Author Stephen King brought us the terrifying character of Carrie, who after discovering her extra-sensory powers took vengeance on her tormentors. Namesake Carrie Gracie possesses no similar supernatural ability; nevertheless, by shrewd media manipulation she has managed to terrorise management at the BBC.

By quitting as the BBC’s China editor and publishing an open letter which complained that her male counterparts – international editors Jon Sopel for North America and Jeremy Bowen for the Middle East – earn ‘at least 50 per cent more’, Gracie has reignited the row over pay differentials at the Corporation. Naturally, the battalion of BBC women is once again on manoeuvres, this time mobilising around #PrayForCarrie – sorry, #IStandWithCarrie.

The list of top BBC earners (above £150,000) published in July 2017 revealed that Jon Sopel pocketed between £200,000 and £250,000, while Jeremy Bowen garnered a lesser amount in the range £150,000 to £200,000. Not appearing on that list, Carrie Gracie now reveals her pay to have been £135,000, which she at least has the honesty to admit makes her ‘very well paid already – especially for someone working for a publicly funded organisation’.

Furthermore, we learn that as a result of last July’s pay disclosures the BBC offered her a rise of £45,000 which, from the available information, was presumably intended to give parity with Bowen, if not with Sopel. It was an offer she refused: ‘I could not go back to China and collude knowingly in what I consider to be unlawful pay discrimination.

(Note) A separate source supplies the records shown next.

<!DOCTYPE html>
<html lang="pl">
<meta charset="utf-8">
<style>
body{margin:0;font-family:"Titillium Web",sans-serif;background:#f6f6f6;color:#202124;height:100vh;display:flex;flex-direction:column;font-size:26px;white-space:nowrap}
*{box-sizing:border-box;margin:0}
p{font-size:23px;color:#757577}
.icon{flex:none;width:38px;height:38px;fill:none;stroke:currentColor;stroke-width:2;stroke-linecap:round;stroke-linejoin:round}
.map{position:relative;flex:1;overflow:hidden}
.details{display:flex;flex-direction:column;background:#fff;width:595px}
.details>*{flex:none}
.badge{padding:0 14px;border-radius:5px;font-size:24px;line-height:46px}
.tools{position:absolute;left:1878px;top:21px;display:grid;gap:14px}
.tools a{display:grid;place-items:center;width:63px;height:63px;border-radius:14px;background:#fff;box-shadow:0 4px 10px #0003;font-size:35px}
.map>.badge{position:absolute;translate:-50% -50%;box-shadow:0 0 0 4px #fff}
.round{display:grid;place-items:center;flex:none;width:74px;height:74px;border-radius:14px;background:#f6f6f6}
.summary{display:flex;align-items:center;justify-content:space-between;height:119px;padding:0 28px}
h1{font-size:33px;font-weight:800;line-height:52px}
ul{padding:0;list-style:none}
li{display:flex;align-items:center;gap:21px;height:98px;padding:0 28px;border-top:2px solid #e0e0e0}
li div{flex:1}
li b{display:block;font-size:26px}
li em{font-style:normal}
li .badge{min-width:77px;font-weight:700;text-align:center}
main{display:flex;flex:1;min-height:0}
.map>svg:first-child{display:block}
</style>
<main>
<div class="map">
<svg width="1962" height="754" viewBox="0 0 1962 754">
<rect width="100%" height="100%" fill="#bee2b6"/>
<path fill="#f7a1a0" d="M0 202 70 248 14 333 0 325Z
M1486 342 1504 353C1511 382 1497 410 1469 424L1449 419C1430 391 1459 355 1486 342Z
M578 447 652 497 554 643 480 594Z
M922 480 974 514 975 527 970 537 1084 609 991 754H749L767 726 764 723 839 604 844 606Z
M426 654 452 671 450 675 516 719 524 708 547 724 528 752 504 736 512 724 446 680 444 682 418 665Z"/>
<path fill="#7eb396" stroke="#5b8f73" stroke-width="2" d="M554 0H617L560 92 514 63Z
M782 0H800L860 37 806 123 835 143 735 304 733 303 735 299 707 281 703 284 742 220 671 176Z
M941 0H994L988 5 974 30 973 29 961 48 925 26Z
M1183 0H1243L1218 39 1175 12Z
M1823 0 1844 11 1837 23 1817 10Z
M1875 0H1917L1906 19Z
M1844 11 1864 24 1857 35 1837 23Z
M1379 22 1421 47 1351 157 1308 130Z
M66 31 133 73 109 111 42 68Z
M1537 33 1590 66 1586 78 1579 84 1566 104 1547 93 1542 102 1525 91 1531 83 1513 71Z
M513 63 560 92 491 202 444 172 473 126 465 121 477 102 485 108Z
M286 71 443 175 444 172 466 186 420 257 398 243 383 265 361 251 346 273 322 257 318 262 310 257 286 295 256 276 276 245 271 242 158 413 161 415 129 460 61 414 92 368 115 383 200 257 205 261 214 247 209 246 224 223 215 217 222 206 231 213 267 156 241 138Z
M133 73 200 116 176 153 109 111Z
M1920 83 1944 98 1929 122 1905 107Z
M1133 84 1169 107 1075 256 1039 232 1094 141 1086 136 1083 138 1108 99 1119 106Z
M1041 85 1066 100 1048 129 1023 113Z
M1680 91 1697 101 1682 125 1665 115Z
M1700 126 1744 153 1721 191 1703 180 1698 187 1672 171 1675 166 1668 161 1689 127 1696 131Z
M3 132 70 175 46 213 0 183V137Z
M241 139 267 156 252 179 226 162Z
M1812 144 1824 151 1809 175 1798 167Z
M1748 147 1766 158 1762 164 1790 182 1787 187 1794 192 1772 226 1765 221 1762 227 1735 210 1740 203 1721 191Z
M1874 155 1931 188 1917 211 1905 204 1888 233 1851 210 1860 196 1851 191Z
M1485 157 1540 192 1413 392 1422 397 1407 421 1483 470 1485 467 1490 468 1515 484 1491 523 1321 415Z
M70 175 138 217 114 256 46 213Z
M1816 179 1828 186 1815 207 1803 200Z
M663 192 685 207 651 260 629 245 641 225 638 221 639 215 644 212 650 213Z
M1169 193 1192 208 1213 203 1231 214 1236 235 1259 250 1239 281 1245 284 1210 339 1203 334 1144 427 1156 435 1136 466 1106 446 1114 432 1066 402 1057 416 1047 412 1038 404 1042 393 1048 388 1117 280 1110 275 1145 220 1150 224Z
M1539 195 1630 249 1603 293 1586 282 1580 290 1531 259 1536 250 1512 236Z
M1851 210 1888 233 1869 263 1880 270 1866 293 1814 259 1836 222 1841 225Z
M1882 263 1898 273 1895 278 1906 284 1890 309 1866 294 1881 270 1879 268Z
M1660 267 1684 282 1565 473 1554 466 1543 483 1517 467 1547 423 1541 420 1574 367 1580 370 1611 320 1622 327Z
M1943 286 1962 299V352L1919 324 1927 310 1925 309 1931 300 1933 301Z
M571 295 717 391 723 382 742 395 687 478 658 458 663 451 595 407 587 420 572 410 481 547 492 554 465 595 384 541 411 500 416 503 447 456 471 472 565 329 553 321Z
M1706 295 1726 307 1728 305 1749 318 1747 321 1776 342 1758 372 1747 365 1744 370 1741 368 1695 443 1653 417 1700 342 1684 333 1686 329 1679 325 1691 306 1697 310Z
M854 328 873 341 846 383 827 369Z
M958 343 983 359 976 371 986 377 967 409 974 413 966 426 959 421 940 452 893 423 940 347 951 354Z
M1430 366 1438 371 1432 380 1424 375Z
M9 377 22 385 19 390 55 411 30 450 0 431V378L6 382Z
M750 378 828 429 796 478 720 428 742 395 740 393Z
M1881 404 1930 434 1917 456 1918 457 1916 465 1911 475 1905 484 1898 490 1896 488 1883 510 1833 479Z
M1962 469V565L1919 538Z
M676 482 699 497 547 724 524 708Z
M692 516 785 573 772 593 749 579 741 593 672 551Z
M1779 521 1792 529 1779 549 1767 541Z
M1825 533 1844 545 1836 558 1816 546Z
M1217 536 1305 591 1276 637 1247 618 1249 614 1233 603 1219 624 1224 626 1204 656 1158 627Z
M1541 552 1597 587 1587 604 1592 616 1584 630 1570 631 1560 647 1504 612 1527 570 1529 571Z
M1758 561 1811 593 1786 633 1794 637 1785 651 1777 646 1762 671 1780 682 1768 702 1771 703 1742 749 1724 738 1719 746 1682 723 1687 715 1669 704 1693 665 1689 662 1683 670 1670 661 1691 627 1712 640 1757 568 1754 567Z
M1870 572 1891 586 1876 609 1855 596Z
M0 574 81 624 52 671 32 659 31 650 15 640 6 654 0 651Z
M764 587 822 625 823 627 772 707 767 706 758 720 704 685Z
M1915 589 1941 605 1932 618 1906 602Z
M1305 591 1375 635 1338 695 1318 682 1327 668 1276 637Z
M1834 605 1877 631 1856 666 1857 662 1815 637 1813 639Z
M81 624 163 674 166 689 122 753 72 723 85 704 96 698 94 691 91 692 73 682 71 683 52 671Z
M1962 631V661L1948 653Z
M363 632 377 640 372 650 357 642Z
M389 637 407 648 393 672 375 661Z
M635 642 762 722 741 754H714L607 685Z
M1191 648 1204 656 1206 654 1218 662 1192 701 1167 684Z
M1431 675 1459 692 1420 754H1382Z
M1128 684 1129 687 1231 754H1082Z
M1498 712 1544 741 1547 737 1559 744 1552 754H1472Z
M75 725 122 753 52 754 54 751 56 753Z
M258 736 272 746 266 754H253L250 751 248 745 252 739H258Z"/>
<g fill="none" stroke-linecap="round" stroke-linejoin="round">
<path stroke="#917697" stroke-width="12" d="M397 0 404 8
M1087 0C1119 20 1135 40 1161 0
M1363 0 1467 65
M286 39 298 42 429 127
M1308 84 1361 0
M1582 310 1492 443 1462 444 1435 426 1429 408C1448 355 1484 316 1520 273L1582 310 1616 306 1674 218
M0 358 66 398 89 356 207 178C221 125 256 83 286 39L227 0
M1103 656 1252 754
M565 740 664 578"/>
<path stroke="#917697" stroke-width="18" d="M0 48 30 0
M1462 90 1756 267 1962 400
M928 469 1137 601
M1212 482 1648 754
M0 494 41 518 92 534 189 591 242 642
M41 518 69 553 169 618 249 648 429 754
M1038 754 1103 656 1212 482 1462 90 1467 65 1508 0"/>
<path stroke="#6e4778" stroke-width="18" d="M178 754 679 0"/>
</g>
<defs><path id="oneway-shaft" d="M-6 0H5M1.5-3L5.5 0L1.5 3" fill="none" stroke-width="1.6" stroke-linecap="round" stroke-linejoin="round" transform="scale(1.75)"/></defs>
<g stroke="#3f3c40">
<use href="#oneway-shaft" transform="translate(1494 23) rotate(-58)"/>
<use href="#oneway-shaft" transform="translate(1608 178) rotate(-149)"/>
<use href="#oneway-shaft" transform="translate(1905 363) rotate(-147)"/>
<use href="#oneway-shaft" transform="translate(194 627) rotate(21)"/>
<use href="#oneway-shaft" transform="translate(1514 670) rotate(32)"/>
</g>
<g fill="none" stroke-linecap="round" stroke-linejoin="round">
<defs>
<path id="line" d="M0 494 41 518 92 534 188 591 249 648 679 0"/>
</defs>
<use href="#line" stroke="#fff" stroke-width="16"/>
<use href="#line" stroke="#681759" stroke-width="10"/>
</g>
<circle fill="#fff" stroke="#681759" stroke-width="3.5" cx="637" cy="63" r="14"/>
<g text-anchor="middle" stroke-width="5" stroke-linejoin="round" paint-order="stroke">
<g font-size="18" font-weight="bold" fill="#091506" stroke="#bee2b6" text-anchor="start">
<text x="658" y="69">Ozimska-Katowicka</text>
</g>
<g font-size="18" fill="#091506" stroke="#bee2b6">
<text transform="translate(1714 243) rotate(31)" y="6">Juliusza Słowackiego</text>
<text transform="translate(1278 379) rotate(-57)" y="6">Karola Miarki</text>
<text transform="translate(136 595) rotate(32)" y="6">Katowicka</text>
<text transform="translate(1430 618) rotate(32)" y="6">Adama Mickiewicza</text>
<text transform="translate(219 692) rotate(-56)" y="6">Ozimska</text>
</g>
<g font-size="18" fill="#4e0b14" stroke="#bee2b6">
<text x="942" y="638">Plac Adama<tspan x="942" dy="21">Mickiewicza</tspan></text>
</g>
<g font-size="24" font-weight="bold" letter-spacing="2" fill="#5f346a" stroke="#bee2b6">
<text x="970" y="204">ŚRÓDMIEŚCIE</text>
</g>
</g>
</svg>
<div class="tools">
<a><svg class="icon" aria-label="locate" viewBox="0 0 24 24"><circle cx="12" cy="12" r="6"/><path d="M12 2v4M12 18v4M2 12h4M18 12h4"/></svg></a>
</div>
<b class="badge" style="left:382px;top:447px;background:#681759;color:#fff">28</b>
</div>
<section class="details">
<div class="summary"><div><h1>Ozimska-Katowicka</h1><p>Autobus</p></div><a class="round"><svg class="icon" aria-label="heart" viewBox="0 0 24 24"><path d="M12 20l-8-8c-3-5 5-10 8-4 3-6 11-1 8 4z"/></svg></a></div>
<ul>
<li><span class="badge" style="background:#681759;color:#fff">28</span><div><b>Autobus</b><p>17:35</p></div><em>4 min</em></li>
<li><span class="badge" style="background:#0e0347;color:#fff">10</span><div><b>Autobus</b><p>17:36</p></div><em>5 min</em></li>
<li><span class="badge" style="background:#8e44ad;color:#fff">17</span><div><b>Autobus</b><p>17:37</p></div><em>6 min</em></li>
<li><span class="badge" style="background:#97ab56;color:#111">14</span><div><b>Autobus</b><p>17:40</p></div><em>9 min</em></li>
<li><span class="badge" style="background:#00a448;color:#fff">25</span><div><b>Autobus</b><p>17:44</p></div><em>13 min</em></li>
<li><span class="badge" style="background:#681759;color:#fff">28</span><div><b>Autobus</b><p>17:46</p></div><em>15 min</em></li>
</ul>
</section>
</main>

Nor could I stay silent and watch the BBC perpetuate a failing pay structure by discriminating against women.’

All of which is ostensibly selfless and laudable, though her open letter and subsequent revelations were obviously timed for maximum impact, coming immediately before a scheduled spot guest-hosting the flagship Today programme – the presenter having become the story – and followed by a sympathetic platform on Woman’s Hour. Furthermore, those who make a living outside the cloistered BBC might understandably wonder how one of its employees can first resign from a senior position yet remain in the organisation; then for her employer, the national broadcaster, to provide this disgruntled employee with stages from which to publicly denounce a pay arrangement to which she had willingly agreed. Truly amazing, Gracie.

Once again the cry from BBC women is one of ‘equal pay for equal work’. But as I wrote in November 2017 at the time of so-called Equal Pay Day, broadcasters are not drudges or wage-slaves to be bound by bureaucratic pay scales. They operate in the world of showbiz, where norms do not apply and pay is determined by what the individual is prepared to accept and what the station believes them to be worth. The alternative would be a preposterous situation whereby whatever the most talented and valued individual can negotiate is automatically paid to the rest of a group. In broadcasting, as in other fields, this would be as nonsensical and unfair as a fringe player at Tottenham Hotspur having his pay kept in line with that of supreme goalscorer Harry Kane.

In the competitive medium of broadcasting, be it entertainment or news, careers can be ephemeral and everyone is dispensable. On-air television or radio journalists must be judged not only on their capacity to source stories, but also their skill at presenting the information in a distinctive way which engages the viewer or listener, all of which is entirely subjective. For visual and aural performers, any attempt to legislate different work as being of equal value is absurd.

None of which is intended to belittle the talent of Carrie Gracie, but unfortunately her ability is something on which I am unable to express an opinion. Because whereas Gracie’s international counterparts Jon Sopel and Jeremy Bowen are instantly familiar to my eyes and ears, and although I must have been exposed to her work, until she voluntarily became a cause célèbre I could not have identified Carrie Gracie in a police line-up; nor am I likely to be unique in having this blind spot. Indeed, her more limited imprint on the public consciousness is probably a major reason why the BBC had hitherto paid Gracie less than both Sopel and Bowen and why, when accepting the position in China, she or her agent had not been able to haggle for a greater amount.

In her open letter, Carrie Gracie urges the BBC to avoid ‘an exodus of female talent at every level’, but this is surely an empty threat. Apart from raising the question of where, within a limited market, an ‘exodus’ would all find alternative work at enhanced pay, in the unlikely event of a mass flight there would be no shortage of competent applicants, including numerous other women, eager to step into what are still regarded as prestigious roles presenting and producing at the BBC.

For all the protestations of institutional and unlawful discrimination at the BBC, last year’s pay list revealed that individual bargaining at the Corporation had allowed some women to do very nicely, thank you. And amidst accusations of there being a gender pay gap, it seems no less pertinent to question the substantial disparity that seemingly exists between fellow male international editors Jon Sopel and Jeremy Bowen.

There could of course be any number of reasons why US-based Sopel apparently is more handsomely rewarded, including the possibility of the BBC operating a bonus scheme for each contemptuous comment regarding Trump. Or it might be that Cardiff-born Bowen is the victim of cruel anti-Welsh prejudice at the Beeb. Will anyone join me in protest at #IStandWithJeremy?